When time came for him to pit around the race’s halfway point, Perez emerged roughly 16 seconds behind the Renault driver, his efforts being helped when a down-on-power Lando Norris of McLaren conceded his position.
Having then dispatched Ferrari’s Charles Leclerc, Perez set off in pursuit of Ricciardo, closing the gap at a worrying rate for the Australian. It had seemed just a matter of time before he would catch the Australian, particularly as the latter was on worn tyres.
A safety car, however, wherein Ricciardo was able to pit, and Perez followed a lap later, gave the defending car some relief. “We were catching Daniel pretty fast,” said the Mexican to TV media. “The car was performing well and I was really happy with that medium set, so I think towards the end it was going to be really close.
“Then, the safety car came out – we stayed out on the first lap but then I asked the team if we were sure about it, because with these conditions I don’t think I would have managed to restart the tyre and get it to temperature. Luckily, we stopped again, and at the re-start I tried to pass Daniel into turn four.
“It didn’t work, but overall a good day for the team,” Perez explained. Ricciardo, having made his way past Leclerc and Red Bull’s Alexander Albon early on, sat fourth for much of the race’s opening stages. However, upon the mechanical failure of the Mercedes’ Valtteri Bottas, he was promoted to third.
It was here he sat for the remainder of the race, bar the period in which he was behind alternate-strategy cars, among them Perez. “I was trying to manage a little bit the tyres to have something at the end but he started to catch me, on some laps a second a lap,” said Ricciardo. “So, I was then trying to pick up the pace and not to be vulnerable too early.
“There was a discussion: do we pit or not? But, I think if there wasn’t a Safety Car, I think we would have stayed out and tried to have held on – at least put up a fight. I think if you pit and if the tyres don’t have much of an advantage and we don’t get on the back of Perez, then some could say you had the track position and you gave it up.
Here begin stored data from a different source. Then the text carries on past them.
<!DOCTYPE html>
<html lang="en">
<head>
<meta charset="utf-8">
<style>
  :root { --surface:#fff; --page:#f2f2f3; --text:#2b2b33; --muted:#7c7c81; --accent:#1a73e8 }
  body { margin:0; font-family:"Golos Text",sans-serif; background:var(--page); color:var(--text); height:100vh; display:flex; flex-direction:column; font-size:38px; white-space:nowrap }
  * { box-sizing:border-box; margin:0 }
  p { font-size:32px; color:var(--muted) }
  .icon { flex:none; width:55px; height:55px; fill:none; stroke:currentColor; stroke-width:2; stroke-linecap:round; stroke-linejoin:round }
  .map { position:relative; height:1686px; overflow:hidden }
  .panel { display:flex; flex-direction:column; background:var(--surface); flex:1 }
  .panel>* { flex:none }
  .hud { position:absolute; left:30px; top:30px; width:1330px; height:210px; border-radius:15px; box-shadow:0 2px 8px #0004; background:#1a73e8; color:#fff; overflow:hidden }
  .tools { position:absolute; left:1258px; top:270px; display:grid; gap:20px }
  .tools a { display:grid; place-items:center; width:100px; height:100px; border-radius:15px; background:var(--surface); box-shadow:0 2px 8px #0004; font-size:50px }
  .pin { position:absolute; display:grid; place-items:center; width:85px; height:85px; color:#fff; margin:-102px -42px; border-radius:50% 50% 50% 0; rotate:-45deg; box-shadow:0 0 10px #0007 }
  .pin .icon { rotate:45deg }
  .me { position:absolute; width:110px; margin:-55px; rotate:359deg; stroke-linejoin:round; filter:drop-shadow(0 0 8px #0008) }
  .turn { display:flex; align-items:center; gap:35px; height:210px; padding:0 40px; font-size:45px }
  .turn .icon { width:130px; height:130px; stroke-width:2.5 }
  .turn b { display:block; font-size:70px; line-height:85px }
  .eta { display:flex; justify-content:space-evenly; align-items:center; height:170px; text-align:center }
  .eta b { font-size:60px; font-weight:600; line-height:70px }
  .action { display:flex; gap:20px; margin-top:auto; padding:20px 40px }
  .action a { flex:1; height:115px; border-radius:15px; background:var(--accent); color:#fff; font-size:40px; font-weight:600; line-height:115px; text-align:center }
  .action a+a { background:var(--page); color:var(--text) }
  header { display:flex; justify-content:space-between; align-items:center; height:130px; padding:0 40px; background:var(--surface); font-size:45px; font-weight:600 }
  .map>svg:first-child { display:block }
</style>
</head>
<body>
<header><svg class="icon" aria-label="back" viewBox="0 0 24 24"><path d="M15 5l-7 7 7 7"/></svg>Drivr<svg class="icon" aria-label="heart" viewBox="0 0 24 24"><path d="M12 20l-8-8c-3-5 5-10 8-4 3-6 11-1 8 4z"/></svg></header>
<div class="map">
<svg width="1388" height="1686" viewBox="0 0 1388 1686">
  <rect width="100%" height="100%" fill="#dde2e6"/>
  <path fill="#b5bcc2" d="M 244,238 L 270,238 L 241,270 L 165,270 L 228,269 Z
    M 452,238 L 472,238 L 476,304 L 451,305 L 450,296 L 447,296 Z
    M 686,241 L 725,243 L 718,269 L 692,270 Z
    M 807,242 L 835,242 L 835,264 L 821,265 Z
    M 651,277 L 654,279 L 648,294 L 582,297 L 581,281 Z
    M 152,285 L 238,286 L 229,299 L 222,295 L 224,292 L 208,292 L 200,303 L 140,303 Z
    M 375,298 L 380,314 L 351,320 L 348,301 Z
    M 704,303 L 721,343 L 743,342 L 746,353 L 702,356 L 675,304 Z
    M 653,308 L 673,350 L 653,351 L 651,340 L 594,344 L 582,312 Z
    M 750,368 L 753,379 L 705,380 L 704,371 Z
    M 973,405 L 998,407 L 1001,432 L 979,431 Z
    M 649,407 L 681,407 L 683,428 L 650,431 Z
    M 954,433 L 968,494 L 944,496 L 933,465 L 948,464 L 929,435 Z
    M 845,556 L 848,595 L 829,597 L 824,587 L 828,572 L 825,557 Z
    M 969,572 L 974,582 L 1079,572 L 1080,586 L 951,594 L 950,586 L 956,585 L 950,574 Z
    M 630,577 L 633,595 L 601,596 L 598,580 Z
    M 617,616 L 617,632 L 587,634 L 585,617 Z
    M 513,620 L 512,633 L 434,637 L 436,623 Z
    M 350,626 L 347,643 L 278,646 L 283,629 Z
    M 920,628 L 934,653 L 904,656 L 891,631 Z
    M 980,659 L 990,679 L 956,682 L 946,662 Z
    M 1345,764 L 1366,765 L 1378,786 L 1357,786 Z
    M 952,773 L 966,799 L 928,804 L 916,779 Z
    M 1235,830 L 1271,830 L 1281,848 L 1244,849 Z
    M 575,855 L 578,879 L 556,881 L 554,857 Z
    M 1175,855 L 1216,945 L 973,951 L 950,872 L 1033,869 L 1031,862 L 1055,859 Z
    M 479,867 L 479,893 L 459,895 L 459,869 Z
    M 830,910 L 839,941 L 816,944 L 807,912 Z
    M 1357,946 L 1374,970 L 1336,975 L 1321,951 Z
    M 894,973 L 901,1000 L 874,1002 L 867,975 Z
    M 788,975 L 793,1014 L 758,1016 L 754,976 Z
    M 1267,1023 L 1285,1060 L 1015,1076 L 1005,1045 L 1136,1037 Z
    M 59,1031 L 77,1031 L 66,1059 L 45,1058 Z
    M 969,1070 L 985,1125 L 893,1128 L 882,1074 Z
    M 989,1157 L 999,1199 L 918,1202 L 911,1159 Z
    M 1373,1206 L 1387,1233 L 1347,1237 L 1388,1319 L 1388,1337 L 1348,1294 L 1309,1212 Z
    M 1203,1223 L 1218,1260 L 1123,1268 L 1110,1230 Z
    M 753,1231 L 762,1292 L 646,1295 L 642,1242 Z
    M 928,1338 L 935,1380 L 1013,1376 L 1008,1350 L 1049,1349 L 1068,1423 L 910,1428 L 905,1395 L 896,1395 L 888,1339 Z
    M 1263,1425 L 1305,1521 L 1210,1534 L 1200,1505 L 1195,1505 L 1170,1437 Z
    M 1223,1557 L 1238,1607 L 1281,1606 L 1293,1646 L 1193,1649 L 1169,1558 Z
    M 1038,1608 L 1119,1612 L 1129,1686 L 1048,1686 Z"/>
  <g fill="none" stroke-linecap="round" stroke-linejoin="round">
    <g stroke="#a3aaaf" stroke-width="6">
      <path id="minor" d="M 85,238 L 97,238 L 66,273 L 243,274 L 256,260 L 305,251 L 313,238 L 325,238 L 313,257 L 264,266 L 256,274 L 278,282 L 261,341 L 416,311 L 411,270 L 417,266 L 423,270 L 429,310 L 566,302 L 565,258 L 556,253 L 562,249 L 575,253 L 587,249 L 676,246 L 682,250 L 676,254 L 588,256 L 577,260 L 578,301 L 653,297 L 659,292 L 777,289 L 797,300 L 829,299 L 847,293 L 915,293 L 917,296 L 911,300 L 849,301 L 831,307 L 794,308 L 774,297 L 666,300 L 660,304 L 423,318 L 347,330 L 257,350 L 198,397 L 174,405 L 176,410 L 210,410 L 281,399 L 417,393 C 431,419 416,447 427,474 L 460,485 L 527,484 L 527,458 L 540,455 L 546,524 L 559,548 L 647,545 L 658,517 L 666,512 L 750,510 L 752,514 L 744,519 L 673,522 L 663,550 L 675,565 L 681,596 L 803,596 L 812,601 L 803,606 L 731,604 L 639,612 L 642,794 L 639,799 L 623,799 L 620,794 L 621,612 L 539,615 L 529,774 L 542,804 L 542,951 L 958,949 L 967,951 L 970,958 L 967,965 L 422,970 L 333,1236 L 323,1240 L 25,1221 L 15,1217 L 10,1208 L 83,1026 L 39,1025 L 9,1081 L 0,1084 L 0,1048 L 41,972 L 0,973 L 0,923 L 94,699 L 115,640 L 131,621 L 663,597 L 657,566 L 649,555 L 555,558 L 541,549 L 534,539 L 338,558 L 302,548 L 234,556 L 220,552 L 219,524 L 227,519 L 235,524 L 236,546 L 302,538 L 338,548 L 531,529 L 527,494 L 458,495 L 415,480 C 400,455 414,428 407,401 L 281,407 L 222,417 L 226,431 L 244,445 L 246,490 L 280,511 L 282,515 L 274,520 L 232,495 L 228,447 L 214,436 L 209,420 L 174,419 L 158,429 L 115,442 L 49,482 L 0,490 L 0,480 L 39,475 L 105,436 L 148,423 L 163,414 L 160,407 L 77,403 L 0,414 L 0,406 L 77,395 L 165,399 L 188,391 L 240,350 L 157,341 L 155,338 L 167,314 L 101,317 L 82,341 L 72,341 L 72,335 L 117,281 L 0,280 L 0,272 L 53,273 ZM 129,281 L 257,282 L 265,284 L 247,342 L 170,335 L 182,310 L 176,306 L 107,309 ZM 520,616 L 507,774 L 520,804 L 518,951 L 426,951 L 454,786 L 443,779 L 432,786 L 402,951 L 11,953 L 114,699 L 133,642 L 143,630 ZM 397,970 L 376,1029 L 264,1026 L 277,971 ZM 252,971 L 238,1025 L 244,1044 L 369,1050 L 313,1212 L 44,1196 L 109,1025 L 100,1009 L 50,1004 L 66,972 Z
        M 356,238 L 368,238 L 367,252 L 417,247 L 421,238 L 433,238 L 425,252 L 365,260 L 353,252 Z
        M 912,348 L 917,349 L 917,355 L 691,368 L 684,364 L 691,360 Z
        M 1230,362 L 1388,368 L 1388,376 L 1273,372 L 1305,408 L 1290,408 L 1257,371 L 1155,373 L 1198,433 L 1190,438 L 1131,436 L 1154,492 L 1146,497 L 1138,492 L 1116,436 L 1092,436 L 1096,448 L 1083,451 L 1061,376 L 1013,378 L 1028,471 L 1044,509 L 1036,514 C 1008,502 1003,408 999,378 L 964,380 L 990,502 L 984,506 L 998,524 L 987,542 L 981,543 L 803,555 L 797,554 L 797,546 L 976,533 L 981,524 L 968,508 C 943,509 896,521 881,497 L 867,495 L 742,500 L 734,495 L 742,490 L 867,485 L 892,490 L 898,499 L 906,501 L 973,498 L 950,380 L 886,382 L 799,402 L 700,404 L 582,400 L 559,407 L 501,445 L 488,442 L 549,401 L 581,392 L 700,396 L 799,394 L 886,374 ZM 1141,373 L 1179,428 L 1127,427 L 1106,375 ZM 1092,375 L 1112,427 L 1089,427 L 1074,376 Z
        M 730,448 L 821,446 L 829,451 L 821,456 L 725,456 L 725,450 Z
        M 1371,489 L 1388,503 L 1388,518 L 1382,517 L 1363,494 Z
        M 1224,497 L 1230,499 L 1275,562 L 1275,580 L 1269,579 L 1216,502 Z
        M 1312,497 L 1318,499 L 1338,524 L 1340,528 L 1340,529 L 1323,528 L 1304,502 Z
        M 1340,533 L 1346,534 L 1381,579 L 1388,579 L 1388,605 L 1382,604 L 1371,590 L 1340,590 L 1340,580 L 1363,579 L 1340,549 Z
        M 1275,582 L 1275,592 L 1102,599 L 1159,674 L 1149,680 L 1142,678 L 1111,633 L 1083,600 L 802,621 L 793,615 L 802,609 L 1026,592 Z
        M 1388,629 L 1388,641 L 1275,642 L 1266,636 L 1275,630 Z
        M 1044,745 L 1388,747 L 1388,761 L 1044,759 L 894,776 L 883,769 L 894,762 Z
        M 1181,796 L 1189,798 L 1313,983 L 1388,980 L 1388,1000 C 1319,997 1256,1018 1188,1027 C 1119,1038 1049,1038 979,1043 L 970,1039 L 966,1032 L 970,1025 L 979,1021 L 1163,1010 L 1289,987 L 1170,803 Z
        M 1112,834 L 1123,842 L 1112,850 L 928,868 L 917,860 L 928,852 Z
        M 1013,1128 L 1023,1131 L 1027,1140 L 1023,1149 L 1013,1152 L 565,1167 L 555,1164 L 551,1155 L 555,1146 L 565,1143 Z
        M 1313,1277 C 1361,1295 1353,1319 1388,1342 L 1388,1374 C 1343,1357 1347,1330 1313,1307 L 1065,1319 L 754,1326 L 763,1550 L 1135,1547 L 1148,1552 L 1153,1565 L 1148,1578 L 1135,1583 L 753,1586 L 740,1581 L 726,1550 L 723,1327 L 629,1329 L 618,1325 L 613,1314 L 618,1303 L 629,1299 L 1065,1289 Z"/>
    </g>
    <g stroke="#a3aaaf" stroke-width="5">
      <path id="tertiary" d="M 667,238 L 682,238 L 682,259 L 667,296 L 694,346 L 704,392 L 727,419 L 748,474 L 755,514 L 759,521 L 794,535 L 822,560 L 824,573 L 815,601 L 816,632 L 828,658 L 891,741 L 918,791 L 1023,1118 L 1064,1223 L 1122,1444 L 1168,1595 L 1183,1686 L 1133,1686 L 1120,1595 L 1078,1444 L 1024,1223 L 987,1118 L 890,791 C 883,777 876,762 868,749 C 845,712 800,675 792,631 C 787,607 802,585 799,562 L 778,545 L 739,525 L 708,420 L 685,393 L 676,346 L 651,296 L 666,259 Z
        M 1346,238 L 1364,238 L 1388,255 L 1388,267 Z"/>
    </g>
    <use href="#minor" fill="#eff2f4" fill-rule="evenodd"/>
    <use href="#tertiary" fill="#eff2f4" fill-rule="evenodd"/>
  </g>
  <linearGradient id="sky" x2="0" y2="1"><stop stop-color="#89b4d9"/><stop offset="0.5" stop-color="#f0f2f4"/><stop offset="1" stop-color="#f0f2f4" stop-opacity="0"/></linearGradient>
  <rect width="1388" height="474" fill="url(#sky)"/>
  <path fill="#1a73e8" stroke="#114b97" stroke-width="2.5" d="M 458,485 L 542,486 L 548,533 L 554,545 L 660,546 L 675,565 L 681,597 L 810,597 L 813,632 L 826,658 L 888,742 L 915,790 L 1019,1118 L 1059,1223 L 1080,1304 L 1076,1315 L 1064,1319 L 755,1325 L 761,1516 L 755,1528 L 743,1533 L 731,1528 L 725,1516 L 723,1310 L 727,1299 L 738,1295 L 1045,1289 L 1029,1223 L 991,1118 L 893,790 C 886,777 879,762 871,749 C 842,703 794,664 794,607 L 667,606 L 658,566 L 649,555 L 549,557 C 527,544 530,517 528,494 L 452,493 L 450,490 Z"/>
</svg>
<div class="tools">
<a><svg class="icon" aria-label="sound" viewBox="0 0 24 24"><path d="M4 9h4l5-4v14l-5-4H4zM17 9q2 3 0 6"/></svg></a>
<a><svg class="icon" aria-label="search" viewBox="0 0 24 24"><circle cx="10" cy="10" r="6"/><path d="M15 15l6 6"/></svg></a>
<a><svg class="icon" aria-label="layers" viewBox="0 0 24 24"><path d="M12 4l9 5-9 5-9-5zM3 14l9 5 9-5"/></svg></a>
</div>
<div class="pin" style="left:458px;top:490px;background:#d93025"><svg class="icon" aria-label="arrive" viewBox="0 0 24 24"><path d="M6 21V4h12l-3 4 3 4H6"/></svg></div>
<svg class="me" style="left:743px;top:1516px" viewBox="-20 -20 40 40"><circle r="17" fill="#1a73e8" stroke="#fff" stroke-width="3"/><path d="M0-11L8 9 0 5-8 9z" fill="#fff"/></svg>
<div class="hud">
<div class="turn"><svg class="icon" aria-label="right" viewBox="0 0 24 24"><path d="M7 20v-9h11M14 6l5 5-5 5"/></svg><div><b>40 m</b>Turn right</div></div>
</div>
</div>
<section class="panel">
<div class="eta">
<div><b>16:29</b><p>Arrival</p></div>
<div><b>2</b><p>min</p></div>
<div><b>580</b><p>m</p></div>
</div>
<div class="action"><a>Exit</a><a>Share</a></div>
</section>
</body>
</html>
“So, I think in that position we would have taken the risk. And it would have been very close. I was a little bit mixed to see the Safety Car because I knew it was going to bunch us up – but obviously it put us all on the same tyre, so obviously it maybe helped us hang on at the end. Something like that,” summed up Ricciardo.
It was a relief for Ricciardo eventually to score his first podium since the 2018 F1 season as it helped Renault to be just two points behind McLaren and six off Racing Point in the fight for third. For Perez, it was a relief to score, especially with Lance Stroll not competing.